Please participate in class by asking questions when you do not understand something. Invariably other students benefit from these questions. Please engage in discussions, and please engage with the class, generally. I find it easier to give good lectures when students are asking questions, and engaging with the material.

Academic Integrity: Cheating is not acceptable and will not be tolerated. Consider this: in subtle ways, cheating to get a better grade on an exam can result in lowering the grades of some of your classmates. Certainly this is true when a specific curve is used to assign grades. Even when I don't use curves explicitly, they can be implicit in decisions about writing and grading exams. As required by the policy of American University, I will report all suspected cases of cheating to the Dean's office who will proceed to investigate and adjudicate the issues. Cheating is giving or receiving unauthorized assistance on exams, from other students or other people. When inappropriate copying between students is caught, both parties may be culpable. You can get help on homework from other students, but you must write up the work yourself, and the work must reflect your own understanding of the material.

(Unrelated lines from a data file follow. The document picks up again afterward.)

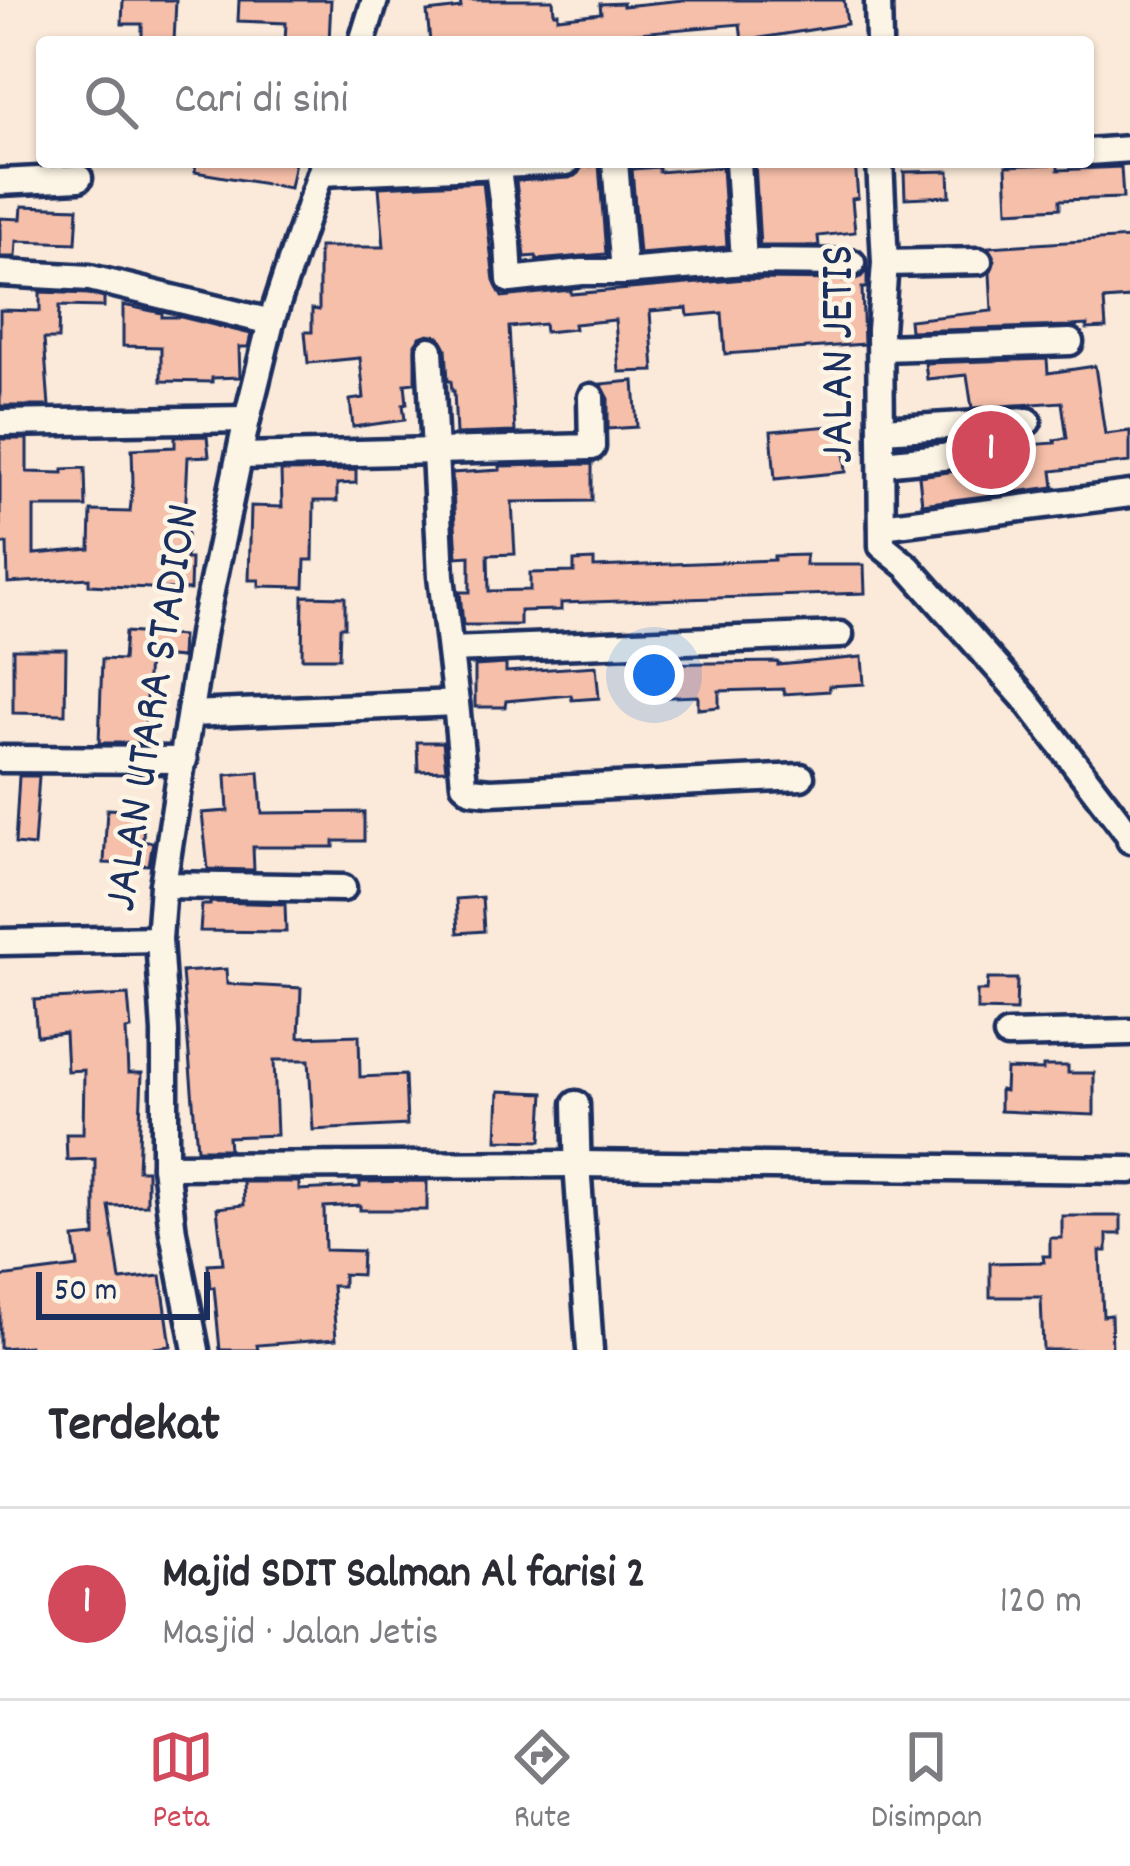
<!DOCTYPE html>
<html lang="id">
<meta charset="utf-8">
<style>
:root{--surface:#fff;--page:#f2f2f3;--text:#2b2b33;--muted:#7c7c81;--line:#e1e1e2;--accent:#d1495b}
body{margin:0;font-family:Dekko,sans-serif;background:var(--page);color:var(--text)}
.scale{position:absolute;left:36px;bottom:30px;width:174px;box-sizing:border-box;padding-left:12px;border:6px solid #1b2f5e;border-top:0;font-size:33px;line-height:42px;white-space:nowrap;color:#1b2f5e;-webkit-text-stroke:9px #fcf5e5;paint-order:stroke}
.you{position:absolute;left:654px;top:675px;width:42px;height:42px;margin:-30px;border:9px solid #fff;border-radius:50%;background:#1a73e8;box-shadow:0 0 0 18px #1a73e833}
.badge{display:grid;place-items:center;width:78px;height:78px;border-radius:50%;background:var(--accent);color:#fff;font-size:39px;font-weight:700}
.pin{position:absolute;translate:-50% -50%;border:6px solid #fff;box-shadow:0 3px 12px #0006}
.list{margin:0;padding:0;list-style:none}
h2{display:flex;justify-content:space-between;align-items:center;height:156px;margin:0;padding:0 48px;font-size:51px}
h2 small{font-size:39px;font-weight:400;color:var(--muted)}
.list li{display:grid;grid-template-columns:78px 1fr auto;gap:36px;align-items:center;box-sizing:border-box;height:192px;padding:0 48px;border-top:3px solid var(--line)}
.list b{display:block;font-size:45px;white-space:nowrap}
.list p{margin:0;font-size:39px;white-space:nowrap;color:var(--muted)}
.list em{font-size:39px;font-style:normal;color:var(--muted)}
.icon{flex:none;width:66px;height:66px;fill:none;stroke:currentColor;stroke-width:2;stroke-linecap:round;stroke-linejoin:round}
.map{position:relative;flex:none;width:1130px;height:1350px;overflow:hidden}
.search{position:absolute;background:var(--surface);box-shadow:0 3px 9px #0004;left:36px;right:36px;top:36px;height:132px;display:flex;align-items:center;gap:30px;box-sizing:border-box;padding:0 42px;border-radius:12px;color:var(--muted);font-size:45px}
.sheet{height:348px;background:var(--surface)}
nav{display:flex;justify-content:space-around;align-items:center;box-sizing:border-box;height:168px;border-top:3px solid var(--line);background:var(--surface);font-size:33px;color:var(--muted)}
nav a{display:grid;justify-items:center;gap:6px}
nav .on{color:var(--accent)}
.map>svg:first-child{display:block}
</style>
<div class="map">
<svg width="1130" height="1350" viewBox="0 0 1130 1350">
<rect width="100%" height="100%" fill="#fbead9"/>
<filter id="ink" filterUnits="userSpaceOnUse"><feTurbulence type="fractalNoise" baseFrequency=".00833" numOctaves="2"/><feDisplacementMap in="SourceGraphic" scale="24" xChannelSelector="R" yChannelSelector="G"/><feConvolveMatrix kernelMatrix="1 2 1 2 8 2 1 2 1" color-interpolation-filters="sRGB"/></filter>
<g filter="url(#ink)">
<g fill="#f6bfa9" stroke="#1b2f5e" stroke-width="3">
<polygon points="123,0 176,0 174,42 142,42 142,24 122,24"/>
<polygon points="239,0 331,0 329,42 285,42 286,23 238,21"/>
<polygon points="460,0 553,0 554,13 558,13 558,18 601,13 600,4 623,3 623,6 683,0 844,0 847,24 742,41 740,24 591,37 592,42 430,42 427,12 461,8"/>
<polygon points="196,162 295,162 290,188 195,172"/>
<polygon points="755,162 855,162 858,198 852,199 855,232 818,236 819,246 760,246"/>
<polygon points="1058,164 1058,170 1121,167 1123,198 1060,200 1060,208 1008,211 1006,166"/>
<polygon points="599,165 606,254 537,260 536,256 525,257 516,181 569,178 577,175 582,167"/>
<polygon points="659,167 659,172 722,167 727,247 639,254 632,169"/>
<polygon points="949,171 950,196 905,198 904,172"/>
<polygon points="483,182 494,281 502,297 571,290 571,294 745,279 852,280 861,277 867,270 867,288 862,288 864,344 725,354 722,313 688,316 687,308 650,311 654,371 619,372 615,320 574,324 575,329 545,332 544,324 509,327 515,432 456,434 454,391 452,391 451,381 448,381 446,348 439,336 428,334 420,337 415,344 415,383 405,384 407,404 403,405 405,420 353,427 350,400 364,398 360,358 308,363 305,332 312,332 312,309 319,310 319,247 384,247 379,187"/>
<polygon points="22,206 78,208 76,243 17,241 16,257 0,257 0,218 21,219"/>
<polygon points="1130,238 1130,298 1104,300 1106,328 1087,329 1087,325 1069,326 910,331 909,320 992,311 990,273 995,260 988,247"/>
<polygon points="40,292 88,294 104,298 104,307 59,306 58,339 44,339 49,406 0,406 0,310 40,311"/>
<polygon points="123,305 162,313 162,317 181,317 251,334 248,347 239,347 240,377 212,378 212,382 161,381 161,347 123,346"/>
<polygon points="1047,359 1048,373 1095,366 1105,434 1130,431 1130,462 1052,471 1054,487 922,504 919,476 970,469 980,456 981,440 1014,438 1015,446 1055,443 1054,440 1067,438 1062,402 972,408 967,375 927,379 925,363"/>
<polygon points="634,381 637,427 608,429 608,397 601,384"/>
<polygon points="842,425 846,472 775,479 771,431"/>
<polygon points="207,436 209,456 188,457 185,517 188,517 186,559 191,559 190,590 89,585 89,578 8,583 7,544 0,544 0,439 27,439 27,472 63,473 63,469 85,468 86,507 34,507 34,554 90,549 91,511 130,512 133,482 132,449 175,447 175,437"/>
<polygon points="592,464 592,501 512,502 515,554 488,555 489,591 530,590 530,573 574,572 574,561 594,560 594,567 774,560 774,556 806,555 806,565 864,565 865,593 561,603 561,610 520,611 520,625 463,625 460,592 470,592 470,556 457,557 452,473 500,470 500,466"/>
<polygon points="356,470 356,483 337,484 337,501 314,501 313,560 305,560 304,587 259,586 259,580 249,580 251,506 282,507 281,471"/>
<polygon points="303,596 345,597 345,627 340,627 339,658 302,658"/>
<polygon points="125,632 182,636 181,658 148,655 144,743 99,743 102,659 123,660"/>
<polygon points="13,649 66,649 65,714 13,713"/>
<polygon points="862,657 864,684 829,686 829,691 784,694 783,689 719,691 719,707 698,709 698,696 648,698 646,664 778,662 778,665"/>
<polygon points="506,664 506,672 596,666 599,698 572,700 571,695 506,701 505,707 475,707 475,666"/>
<polygon points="417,742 443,742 446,770 418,771"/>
<polygon points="259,772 262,813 364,812 364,841 334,841 334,847 253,847 254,870 208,869 202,813 228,811 226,775"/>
<polygon points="19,776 39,776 34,846 15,844"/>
<polygon points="107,809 144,811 143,842 153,842 149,865 104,863"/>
<polygon points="482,897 484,931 458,933 456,899"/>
<polygon points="210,902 285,904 286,932 200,931 202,905 210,905"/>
<polygon points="226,969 227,984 301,988 299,1037 359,1035 360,1077 405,1075 407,1125 313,1130 309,1060 274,1060 277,1135 228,1137 229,1149 197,1149 182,972"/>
<polygon points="988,979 1017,979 1016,1011 977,1010 977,991 987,991"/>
<polygon points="128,995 131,1029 126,1030 128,1073 142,1073 138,1170 147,1170 147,1205 109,1206 120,1280 161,1276 171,1346 135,1350 30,1350 29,1346 0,1348 0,1277 78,1267 74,1238 95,1236 95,1159 67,1160 66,1134 83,1134 84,1070 67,1071 65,1033 37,1036 34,1000"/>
<polygon points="1043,1066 1068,1066 1068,1073 1094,1073 1094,1115 1000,1111 1000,1090 1005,1091 1006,1069 1043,1070"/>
<polygon points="499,1091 544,1093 541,1141 497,1140"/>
<polygon points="427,1181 427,1210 360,1210 360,1205 324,1207 325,1250 362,1251 361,1275 343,1274 343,1286 332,1286 336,1339 257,1345 258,1350 220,1350 214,1287 210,1288 208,1264 223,1263 217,1208 244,1205 243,1182 299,1182 299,1190 360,1187 360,1182"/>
<polygon points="1062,1216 1121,1216 1121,1234 1107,1234 1107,1251 1100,1251 1103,1316 1111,1315 1112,1350 1043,1350 1041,1297 990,1297 990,1263 1044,1262 1043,1256 1050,1256 1050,1238 1062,1238"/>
</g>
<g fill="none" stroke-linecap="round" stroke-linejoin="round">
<defs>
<g id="minor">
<polyline points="878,0 879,42"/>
<polyline points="362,42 375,0"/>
<polyline points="1088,152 1130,149"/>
<polyline points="497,162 508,243 510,280 582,272 624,272 744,262 852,263"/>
<polyline points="615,162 624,272"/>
<polyline points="738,162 744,262"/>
<polyline points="880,162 885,263 880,330 882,546 908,567 1026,700 1130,836 1130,840"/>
<polyline points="321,173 567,162"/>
<polyline points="0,182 79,178"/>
<polyline points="885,263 979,261"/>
<polyline points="0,273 90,278 271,322"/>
<polyline points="882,348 1070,342"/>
<polyline points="0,423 247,419"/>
<polyline points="882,430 1028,421"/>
<polyline points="241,456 592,447 591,397"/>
<polyline points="882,463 962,455 965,449 962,426"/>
<polyline points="882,526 1130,494"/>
<polyline points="450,650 840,635"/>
<polyline points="456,703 464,784 471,790 490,792 801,777"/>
<polyline points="190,714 456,703 441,576 430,350"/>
<polyline points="0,759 184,760"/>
<polyline points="163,885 343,888"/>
<polyline points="0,942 159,939"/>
<polyline points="1007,1035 1130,1032"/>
<polyline points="576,1104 578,1178 590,1350"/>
<polyline points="165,1166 577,1164 1130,1170"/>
<polyline points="196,1350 173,1232 165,1166 165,1032 159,939 163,885 202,634 247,419 271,322 324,162"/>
</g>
</defs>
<use href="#minor" stroke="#1b2f5e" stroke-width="33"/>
<use href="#minor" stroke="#fcf5e5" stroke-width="24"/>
</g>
</g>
<g text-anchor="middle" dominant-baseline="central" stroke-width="9" stroke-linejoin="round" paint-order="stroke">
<g font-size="48" fill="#1b2f5e" stroke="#fcf5e5">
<text transform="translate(841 354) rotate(-90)">JALAN JETIS</text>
<text transform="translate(155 708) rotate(-81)">JALAN UTARA STADION</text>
</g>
</g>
</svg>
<div class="scale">50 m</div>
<div class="you"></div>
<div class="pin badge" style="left:991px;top:450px">1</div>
<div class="search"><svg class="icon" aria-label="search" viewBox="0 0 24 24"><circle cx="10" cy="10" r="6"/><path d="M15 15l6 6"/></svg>Cari di sini</div>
</div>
<section class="sheet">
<h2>Terdekat<small></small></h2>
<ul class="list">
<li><span class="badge">1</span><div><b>Majid SDIT Salman Al farisi 2</b><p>Masjid · Jalan Jetis</p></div><em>120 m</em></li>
</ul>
</section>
<nav>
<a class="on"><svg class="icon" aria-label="map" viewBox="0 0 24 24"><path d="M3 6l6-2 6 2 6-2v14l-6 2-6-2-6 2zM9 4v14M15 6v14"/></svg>Peta</a>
<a><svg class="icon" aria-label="directions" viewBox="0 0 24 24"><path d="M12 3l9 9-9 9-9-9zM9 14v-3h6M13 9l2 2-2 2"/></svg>Rute</a>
<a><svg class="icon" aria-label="saved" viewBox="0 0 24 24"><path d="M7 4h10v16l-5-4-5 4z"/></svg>Disimpan</a>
</nav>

Public Service Announcement: A representative of AU's Students Against Sexual Violence (SASV) approached me and asked me to include on my syllabi a list of resources available for survivors of sexual assault and their friends. While sexual violence is by no means the only challenge faced by students, I agree that this issue merits particular attention, so I am honoring her request by attaching the list she gave me:

Sexual Assault Resources

  • It’s never the survivor’s fault. There are many people you can talk to if you or someone you care about has been sexually assaulted:
  • AU's Sexual Assault Prevention Coordinator Daniel Rappaport (rappapor@american.edu)
  • AU's Coordinator for Victim Advocacy Sara Yzaguirre (sarayza@american.edu)
  • DC SANE Program (Sexual Assault Nurse Examiner) 1-800-641-4028
  • The only hospital in DC area that gives Physical Evidence Recover Kits (rape kits) is Medstar Washington Hospital
  • DC Rape Crisis Center: 202-333-7273
  • Students found responsible for sexual misconduct can be sanctioned with penalties that include suspension or expulsion from American University, and they may be subject to criminal charges
  • If you want to submit a formal complaint against someone who has sexually assaulted you, harassed you, or discriminated against you based on your gender identity or sexual orientation, you can do so online at http://www.american.edu/ocl/dos/, or contact the Dean of Students at dos@american.edu or 202-885-3300. These are Title IX violations, and universities are legally required to prohibit these actions.
  • Resources on campus that are required to keep what you tell them confidential are Daniel Rappaport, Sara Yzaguirre, ordained chaplains in Kay, and counselors at the counseling center. (OASIS may also belong here but it didn't exist when this list was created.)